#### The data:
--------

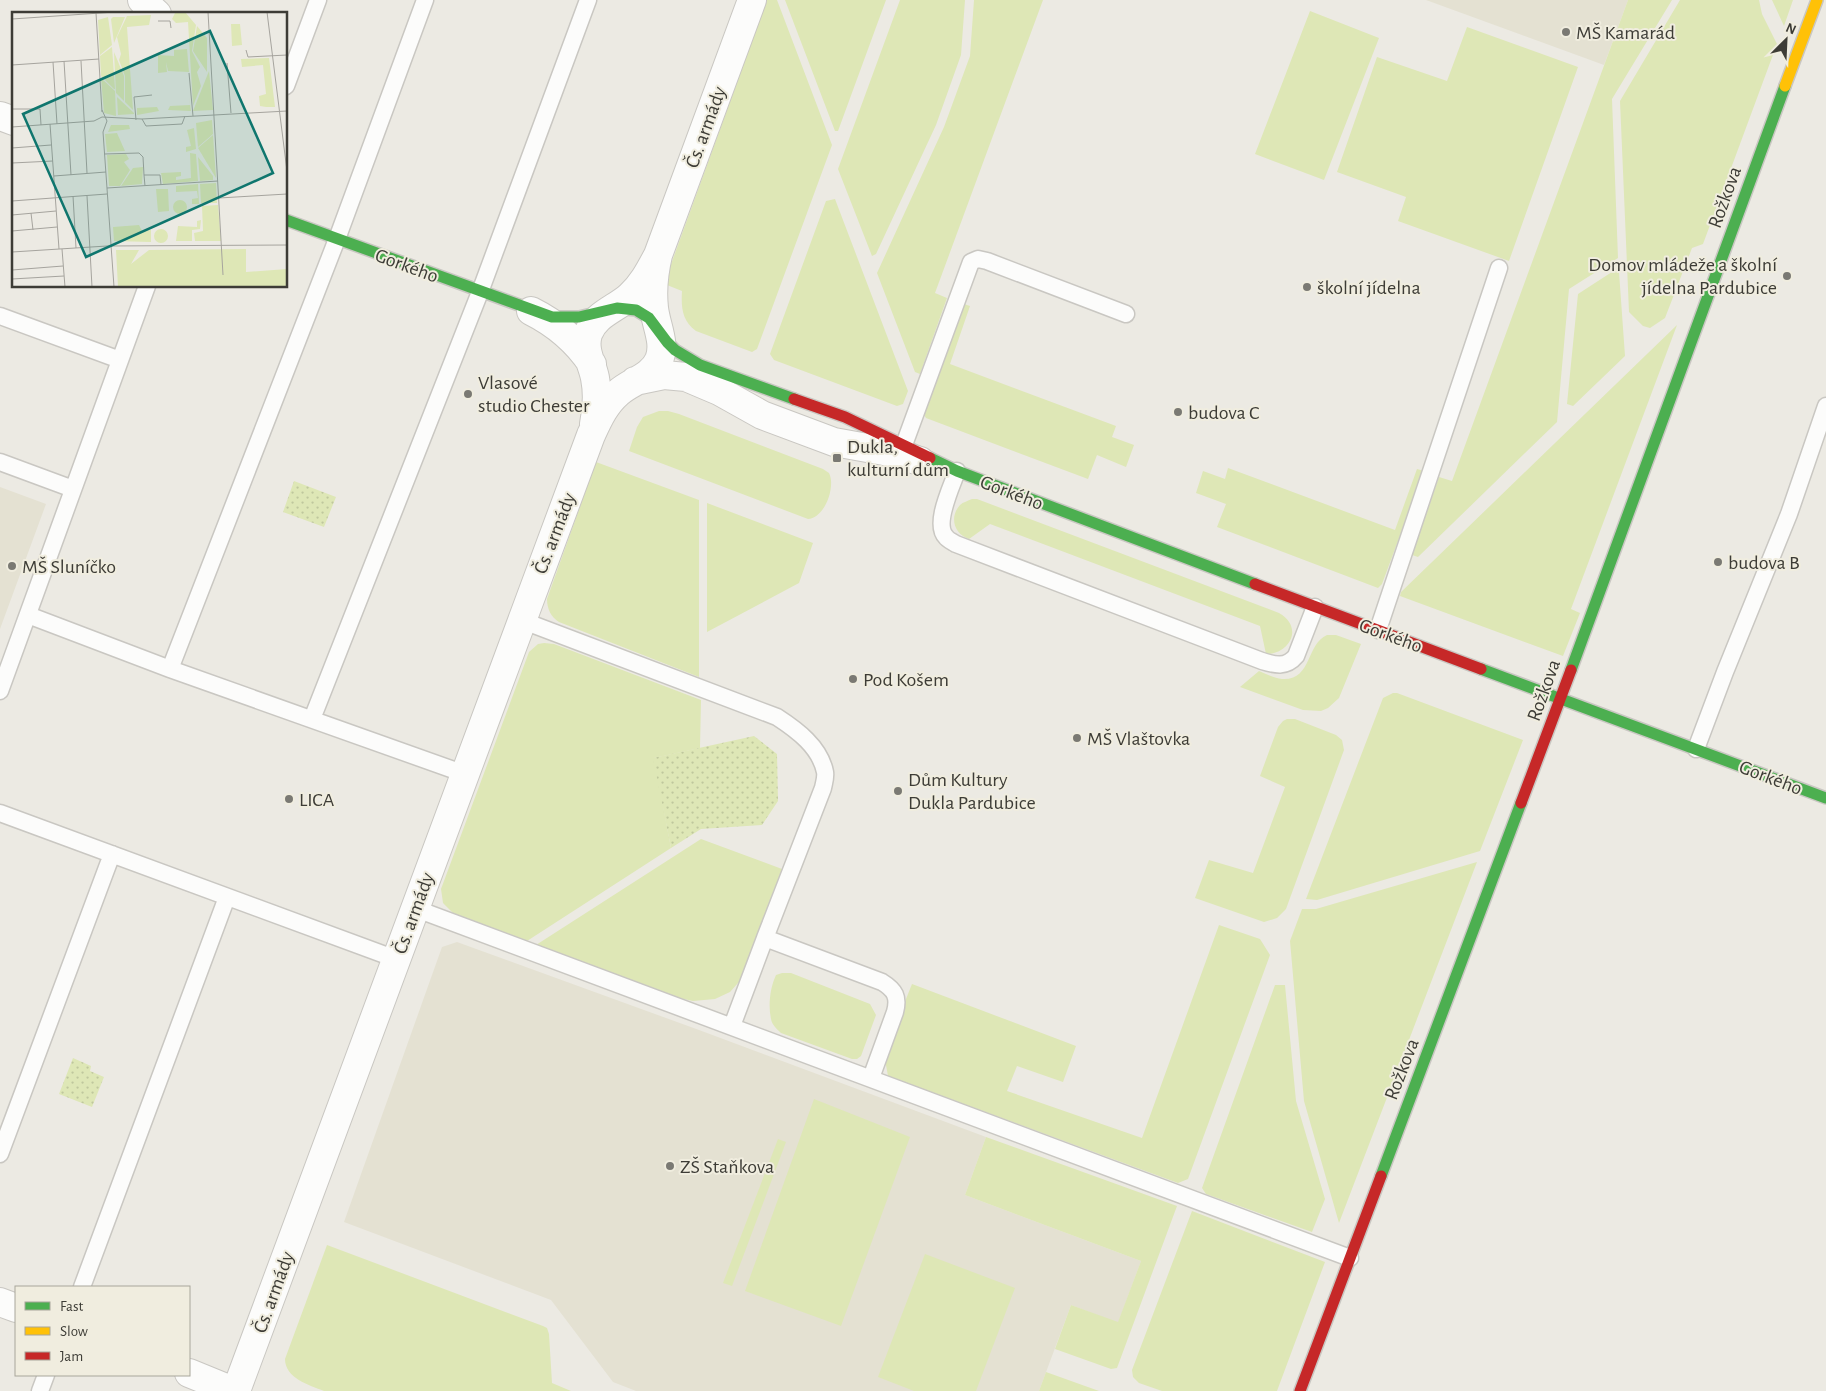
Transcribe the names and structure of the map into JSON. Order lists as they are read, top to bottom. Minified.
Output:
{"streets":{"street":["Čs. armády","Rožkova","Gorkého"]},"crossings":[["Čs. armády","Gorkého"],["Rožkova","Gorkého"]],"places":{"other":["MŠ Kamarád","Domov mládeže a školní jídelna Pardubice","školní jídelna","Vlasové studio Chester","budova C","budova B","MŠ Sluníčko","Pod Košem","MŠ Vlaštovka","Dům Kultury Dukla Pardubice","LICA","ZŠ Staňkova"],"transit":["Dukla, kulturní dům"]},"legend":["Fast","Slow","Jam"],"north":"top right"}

--------

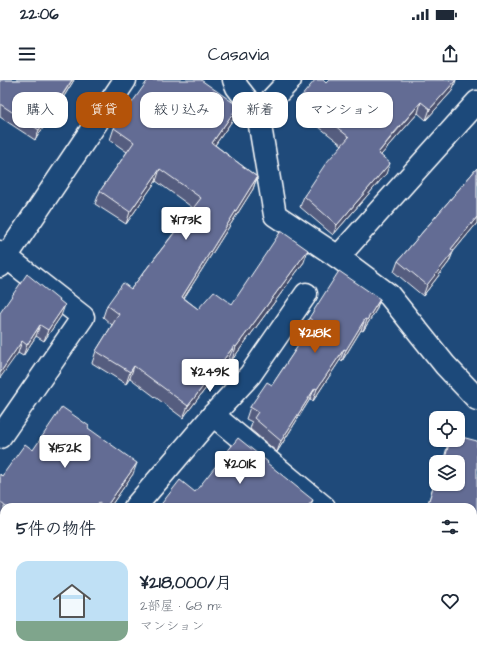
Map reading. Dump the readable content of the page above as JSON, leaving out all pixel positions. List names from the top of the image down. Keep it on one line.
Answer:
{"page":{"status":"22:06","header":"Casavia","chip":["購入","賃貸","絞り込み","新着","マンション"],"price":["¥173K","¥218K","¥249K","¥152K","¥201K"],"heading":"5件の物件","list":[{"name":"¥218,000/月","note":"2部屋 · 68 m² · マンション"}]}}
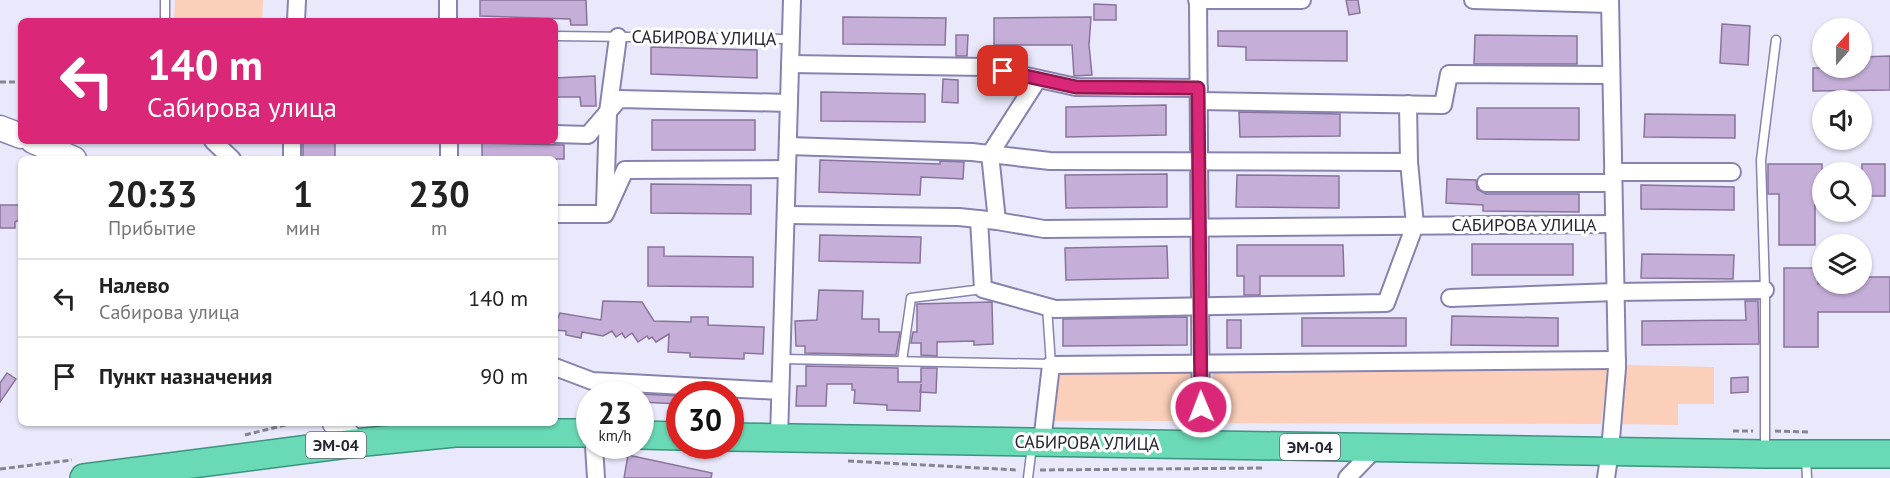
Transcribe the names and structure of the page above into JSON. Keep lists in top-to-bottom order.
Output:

--------

#### Problem details:
Lines with the string "above": pick each one out of the material and return it.

#### Reply to the exercise:
Map reading. Dump the readable content of the page above as JSON, leaving out all pixel positions. List names from the top of the image down. Keep it on one line.
Transcribe the names and structure of the page above into JSON. Keep lists in top-to-bottom order.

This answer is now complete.